2. $R \to S$ is unramified.

Moreover, also the following are equivalent

1. $R \to S$ is formally unramified and of finite presentation, and

2. $R \to S$ is G-unramified.

Proof. Follows from Lemma 10.144.2 and the definitions. $\square$

Lemma 10.147.3. Properties of unramified and G-unramified ring maps.

1. The base change of an unramified ring map is unramified. The base change of a G-unramified ring map is G-unramified.

2. The composition of unramified ring maps is unramified. The composition of G-unramified ring maps is G-unramified.

3. Any principal localization $R \to R_ f$ is G-unramified and unramified.

4. If $I \subset R$ is an ideal, then $R \to R/I$ is unramified. If $I \subset R$ is a finitely generated ideal, then $R \to R/I$ is G-unramified.

5. An étale ring map is G-unramified and unramified.

6. If $R \to S$ is of finite type (resp. finite presentation), $\mathfrak q \subset S$ is a prime and $(\Omega _{S/R})_{\mathfrak q} = 0$, then $R \to S$ is unramified (resp. G-unramified) at $\mathfrak q$.

7. If $R \to S$ is of finite type (resp. finite presentation), $\mathfrak q \subset S$ is a prime and $\Omega _{S/R} \otimes _ S \kappa (\mathfrak q) = 0$, then $R \to S$ is unramified (resp. G-unramified) at $\mathfrak q$.

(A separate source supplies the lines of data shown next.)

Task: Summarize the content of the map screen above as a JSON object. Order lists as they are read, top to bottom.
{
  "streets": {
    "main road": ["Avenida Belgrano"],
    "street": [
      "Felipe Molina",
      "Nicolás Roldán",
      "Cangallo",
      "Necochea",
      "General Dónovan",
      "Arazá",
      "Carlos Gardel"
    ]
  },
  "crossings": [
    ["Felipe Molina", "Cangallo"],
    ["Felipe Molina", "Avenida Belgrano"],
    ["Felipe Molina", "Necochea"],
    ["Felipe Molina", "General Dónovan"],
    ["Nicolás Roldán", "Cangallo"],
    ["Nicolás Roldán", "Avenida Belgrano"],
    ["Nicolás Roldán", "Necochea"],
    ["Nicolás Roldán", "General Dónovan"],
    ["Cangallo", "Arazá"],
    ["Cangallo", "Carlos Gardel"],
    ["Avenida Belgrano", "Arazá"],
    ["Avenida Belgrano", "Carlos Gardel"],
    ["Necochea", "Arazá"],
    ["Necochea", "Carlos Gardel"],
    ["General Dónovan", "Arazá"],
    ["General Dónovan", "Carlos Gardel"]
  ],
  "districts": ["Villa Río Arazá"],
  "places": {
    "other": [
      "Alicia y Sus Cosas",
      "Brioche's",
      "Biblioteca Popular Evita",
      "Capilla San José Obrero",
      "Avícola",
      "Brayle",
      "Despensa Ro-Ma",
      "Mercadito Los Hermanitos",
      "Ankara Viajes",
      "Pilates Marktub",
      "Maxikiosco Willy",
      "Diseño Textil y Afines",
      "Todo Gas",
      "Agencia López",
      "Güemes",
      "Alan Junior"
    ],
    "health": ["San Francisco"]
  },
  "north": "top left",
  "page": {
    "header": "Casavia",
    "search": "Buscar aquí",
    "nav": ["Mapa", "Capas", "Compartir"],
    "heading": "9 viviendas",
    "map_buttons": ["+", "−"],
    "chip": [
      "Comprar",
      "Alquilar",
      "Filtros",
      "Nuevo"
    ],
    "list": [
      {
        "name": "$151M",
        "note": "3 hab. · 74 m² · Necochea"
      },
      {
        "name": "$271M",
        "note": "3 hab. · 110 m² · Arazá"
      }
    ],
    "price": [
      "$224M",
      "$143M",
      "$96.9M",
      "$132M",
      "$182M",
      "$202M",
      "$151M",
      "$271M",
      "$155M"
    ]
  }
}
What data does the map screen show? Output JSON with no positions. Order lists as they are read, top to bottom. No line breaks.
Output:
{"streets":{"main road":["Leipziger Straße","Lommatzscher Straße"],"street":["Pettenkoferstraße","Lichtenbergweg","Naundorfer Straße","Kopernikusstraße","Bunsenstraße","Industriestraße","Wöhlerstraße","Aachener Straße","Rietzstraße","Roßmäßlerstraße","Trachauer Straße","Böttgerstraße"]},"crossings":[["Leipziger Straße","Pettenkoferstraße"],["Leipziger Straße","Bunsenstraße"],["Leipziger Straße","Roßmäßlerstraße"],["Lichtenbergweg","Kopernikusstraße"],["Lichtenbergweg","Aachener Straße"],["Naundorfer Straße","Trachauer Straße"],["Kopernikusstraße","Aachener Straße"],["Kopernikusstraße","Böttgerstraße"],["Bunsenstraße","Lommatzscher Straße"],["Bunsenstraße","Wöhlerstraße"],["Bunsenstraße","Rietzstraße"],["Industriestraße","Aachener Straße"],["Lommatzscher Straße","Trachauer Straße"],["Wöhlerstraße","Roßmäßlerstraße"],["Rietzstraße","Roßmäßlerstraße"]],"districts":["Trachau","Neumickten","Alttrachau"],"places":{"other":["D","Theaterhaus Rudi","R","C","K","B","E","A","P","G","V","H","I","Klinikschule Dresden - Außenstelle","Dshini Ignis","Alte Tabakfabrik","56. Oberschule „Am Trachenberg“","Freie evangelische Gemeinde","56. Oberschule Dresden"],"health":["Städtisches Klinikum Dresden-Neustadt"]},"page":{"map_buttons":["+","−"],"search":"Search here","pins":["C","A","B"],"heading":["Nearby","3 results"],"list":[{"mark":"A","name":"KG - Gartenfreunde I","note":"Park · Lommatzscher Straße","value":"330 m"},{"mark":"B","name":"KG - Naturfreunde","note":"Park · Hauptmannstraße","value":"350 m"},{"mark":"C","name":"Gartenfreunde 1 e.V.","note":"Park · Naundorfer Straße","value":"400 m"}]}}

8. If $R \to S$ is of finite type (resp. finite presentation), $\mathfrak q \subset S$ is a prime lying over $\mathfrak p \subset R$ and $(\Omega _{S \otimes _ R \kappa (\mathfrak p)/\kappa (\mathfrak p)})_{\mathfrak q} = 0$, then $R \to S$ is unramified (resp. G-unramified) at $\mathfrak q$.

9. If $R \to S$ is of finite type (resp. presentation), $\mathfrak q \subset S$ is a prime lying over $\mathfrak p \subset R$ and $(\Omega _{S \otimes _ R \kappa (\mathfrak p)/\kappa (\mathfrak p)}) \otimes _{S \otimes _ R \kappa (\mathfrak p)} \kappa (\mathfrak q) = 0$, then $R \to S$ is unramified (resp. G-unramified) at $\mathfrak q$.

10. If $R \to S$ is a ring map, $g_1, \ldots , g_ m \in S$ generate the unit ideal and $R \to S_{g_ j}$ is unramified (resp. G-unramified) for $j = 1, \ldots , m$, then $R \to S$ is unramified (resp. G-unramified).

11. If $R \to S$ is a ring map which is unramified (resp. G-unramified) at every prime of $S$, then $R \to S$ is unramified (resp. G-unramified).

12. If $R \to S$ is G-unramified, then there exists a finite type $\mathbf{Z}$-algebra $R_0$ and a G-unramified ring map $R_0 \to S_0$ and a ring map $R_0 \to R$ such that $S = R \otimes _{R_0} S_0$.

13. If $R \to S$ is unramified, then there exists a finite type $\mathbf{Z}$-algebra $R_0$ and an unramified ring map $R_0 \to S_0$ and a ring map $R_0 \to R$ such that $S$ is a quotient of $R \otimes _{R_0} S_0$.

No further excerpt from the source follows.